L’endettement des entreprises est élevé – il s’élevait à 72,6 % du PIB au premier trimestre de 2022 selon la Banque des règlements internationaux – et concerne principalement le secteur bancaire domestique, lequel est particulièrement exposé aux variations des conditions financières internationales étant donné que la position extérieure nette du pays était négative en juin dernier à environ 10 % du PIB.
La dette modérée du gouvernement central reste exposée au risque de change
La dette du gouvernement central reste modérée, à environ 40 % du PIB en 2022. Toutefois, la dette publique est exposée au risque de change car plus de 50 % de la dette du gouvernement central est libellée en devise étrangère.

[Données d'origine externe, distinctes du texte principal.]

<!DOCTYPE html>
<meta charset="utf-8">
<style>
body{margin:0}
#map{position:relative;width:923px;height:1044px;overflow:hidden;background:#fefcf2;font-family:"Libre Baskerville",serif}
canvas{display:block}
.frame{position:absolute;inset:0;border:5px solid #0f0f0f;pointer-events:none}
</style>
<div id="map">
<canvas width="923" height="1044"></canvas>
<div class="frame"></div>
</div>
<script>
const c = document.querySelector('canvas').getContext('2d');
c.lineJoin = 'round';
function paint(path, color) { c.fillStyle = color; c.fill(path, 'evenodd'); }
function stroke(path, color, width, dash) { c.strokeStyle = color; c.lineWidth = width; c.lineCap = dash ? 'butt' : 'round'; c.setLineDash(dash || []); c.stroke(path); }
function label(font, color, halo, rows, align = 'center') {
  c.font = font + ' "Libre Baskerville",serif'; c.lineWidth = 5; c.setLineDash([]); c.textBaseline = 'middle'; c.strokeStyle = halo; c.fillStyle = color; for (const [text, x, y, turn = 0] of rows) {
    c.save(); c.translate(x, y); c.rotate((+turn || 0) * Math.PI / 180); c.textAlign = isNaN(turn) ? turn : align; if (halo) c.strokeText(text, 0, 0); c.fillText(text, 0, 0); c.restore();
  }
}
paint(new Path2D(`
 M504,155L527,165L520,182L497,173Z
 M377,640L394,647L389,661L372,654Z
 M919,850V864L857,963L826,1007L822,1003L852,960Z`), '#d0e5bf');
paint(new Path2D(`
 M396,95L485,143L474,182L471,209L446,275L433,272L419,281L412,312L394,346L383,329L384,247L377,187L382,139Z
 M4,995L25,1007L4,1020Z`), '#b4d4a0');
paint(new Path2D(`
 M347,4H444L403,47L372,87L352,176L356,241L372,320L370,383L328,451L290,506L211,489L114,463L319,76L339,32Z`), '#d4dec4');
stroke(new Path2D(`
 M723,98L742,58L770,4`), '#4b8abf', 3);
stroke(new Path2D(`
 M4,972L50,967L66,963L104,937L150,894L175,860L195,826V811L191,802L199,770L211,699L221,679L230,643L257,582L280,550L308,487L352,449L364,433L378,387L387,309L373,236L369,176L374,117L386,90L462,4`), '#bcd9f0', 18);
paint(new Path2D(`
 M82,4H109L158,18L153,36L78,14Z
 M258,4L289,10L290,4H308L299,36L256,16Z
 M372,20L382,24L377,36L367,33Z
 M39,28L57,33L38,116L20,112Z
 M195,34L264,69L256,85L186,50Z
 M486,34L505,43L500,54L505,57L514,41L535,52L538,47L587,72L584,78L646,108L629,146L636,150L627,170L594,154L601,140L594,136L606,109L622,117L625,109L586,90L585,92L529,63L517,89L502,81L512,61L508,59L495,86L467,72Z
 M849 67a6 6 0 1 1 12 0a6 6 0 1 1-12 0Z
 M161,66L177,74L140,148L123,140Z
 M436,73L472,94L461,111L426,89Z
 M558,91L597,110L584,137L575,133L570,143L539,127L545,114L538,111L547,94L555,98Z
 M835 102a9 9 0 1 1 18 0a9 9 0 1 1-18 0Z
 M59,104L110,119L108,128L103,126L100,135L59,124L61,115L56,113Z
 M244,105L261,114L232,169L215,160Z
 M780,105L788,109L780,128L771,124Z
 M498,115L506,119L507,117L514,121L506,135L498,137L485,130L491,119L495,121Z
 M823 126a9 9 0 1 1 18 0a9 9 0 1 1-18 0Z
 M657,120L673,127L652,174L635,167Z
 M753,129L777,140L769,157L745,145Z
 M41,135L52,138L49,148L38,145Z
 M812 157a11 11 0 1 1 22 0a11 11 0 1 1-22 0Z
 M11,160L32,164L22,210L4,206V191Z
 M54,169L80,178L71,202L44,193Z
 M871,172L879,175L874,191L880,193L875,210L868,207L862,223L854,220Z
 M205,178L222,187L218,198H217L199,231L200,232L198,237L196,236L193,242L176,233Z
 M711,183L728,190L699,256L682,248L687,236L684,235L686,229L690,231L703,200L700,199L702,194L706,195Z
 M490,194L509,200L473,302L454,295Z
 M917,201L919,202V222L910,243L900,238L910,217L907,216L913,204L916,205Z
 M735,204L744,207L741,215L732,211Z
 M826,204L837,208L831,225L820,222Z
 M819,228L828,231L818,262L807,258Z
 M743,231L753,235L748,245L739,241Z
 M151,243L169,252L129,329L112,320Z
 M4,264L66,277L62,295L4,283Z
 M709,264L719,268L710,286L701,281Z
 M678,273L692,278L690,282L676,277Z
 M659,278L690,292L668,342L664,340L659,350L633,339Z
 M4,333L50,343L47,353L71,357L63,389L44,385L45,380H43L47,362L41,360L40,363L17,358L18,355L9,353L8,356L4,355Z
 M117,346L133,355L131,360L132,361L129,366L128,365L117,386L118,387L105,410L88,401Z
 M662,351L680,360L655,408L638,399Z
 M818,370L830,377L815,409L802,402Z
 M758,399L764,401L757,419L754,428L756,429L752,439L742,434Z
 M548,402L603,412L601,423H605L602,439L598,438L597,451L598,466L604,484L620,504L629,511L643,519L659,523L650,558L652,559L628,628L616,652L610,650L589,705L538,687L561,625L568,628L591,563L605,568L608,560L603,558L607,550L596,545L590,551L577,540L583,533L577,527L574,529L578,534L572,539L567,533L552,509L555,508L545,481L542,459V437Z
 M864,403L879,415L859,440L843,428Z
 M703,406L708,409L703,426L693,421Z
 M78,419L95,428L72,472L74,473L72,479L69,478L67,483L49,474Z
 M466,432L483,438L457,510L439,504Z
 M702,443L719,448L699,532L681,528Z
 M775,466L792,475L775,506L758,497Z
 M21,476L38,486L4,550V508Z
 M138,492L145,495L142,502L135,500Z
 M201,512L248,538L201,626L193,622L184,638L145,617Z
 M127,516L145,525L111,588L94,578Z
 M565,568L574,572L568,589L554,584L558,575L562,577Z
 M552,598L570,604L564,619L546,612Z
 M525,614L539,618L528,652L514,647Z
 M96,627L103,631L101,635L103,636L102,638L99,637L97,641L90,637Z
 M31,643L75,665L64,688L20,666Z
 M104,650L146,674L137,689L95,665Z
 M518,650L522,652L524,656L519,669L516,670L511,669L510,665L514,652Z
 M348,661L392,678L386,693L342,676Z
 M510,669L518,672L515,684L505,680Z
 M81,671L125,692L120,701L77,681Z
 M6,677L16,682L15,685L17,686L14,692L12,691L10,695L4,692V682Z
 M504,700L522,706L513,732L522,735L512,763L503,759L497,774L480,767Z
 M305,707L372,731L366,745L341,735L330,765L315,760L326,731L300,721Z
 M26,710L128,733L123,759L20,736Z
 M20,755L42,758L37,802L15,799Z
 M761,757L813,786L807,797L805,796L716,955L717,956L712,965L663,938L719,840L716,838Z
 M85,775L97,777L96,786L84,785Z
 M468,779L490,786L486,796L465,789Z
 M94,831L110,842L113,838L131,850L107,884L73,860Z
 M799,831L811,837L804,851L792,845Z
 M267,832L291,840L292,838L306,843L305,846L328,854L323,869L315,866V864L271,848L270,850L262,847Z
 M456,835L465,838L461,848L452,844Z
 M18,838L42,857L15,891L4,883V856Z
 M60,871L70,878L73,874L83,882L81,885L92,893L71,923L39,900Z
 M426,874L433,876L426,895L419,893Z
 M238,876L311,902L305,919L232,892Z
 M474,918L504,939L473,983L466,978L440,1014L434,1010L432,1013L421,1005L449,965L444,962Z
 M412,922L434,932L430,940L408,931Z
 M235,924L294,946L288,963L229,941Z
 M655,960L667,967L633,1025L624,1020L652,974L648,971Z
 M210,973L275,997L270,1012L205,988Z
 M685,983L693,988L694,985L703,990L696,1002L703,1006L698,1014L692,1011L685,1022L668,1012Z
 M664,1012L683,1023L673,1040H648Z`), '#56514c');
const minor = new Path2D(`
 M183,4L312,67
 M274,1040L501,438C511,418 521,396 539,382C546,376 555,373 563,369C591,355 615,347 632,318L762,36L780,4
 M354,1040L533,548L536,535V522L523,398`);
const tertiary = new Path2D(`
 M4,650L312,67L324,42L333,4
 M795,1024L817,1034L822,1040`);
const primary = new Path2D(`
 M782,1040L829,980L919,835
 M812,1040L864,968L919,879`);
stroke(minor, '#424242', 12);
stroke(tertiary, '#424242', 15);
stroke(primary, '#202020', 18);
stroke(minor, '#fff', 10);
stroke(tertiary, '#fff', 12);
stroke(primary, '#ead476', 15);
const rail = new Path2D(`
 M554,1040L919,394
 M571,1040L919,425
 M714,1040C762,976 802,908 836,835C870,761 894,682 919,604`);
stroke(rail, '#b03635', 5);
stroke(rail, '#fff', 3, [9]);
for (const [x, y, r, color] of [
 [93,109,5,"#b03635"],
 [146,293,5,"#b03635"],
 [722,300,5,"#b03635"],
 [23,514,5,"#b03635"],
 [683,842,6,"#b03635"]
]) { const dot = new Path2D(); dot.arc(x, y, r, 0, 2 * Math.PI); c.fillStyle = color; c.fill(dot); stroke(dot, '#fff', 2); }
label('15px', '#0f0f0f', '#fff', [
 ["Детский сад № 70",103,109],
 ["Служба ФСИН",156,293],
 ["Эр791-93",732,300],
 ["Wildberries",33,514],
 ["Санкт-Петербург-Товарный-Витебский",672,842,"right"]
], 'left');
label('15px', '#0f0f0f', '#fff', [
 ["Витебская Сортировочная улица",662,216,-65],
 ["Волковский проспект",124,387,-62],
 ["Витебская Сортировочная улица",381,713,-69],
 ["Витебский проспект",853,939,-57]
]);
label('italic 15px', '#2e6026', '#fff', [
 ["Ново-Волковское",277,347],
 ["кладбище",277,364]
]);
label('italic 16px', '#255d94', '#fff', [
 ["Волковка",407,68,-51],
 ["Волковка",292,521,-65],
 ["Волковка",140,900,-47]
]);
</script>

D’autre part, la mesure de soutien de la devise, mise en place pour protéger les détenteurs de dépôts bancaires libellés en livre en cas de dépréciation (sous des conditions spécifiques), pourrait représenter un coût élevé pour les autorités étant donné les pressions continues. Il est également difficile d’obtenir un aperçu de l’état des finances publiques en dehors du gouvernement central, par exemple de l’impact de tous les projets de construction et de la garantie de l’État.
Risques pays sous pression
Malgré la forte croissance du PIB réel, le risque lié à l’environnement des affaires est toujours classé dans la catégorie de risque la plus élevée G/G. Cela s’explique par des conditions macroéconomiques compliquées provenant d’un accès difficile au crédit pour le secteur privé (malgré une augmentation nominale du crédit au secteur privé de 65 % en août de cette année), une forte dépréciation de la livre turque et une inflation élevée.
Le risque politique à court terme – qui représente la liquidité du pays – se situe en catégorie 5/7 et les perspectives de notation sont négatives. En effet, la Turquie est fortement exposée au resserrement actuel des conditions financières internationales étant donné sa dépendance vis-à-vis des financements externes à court terme, le faible niveau de ses réserves de change brutes et ses nombreux engagements extérieurs à court terme. Le risque politique à moyen et long termes – qui représente la solvabilité du pays – est également sous pression étant donné le faible niveau de liquidité du pays et sa politique monétaire hétérodoxe. Cela étant dit, la classification du risque politique à moyen et long termes (5/7) est soutenue par le fait que la dette extérieure brute, le service de la dette extérieure et la dette du gouvernement central soient modérés, et par une bonne diversification économique.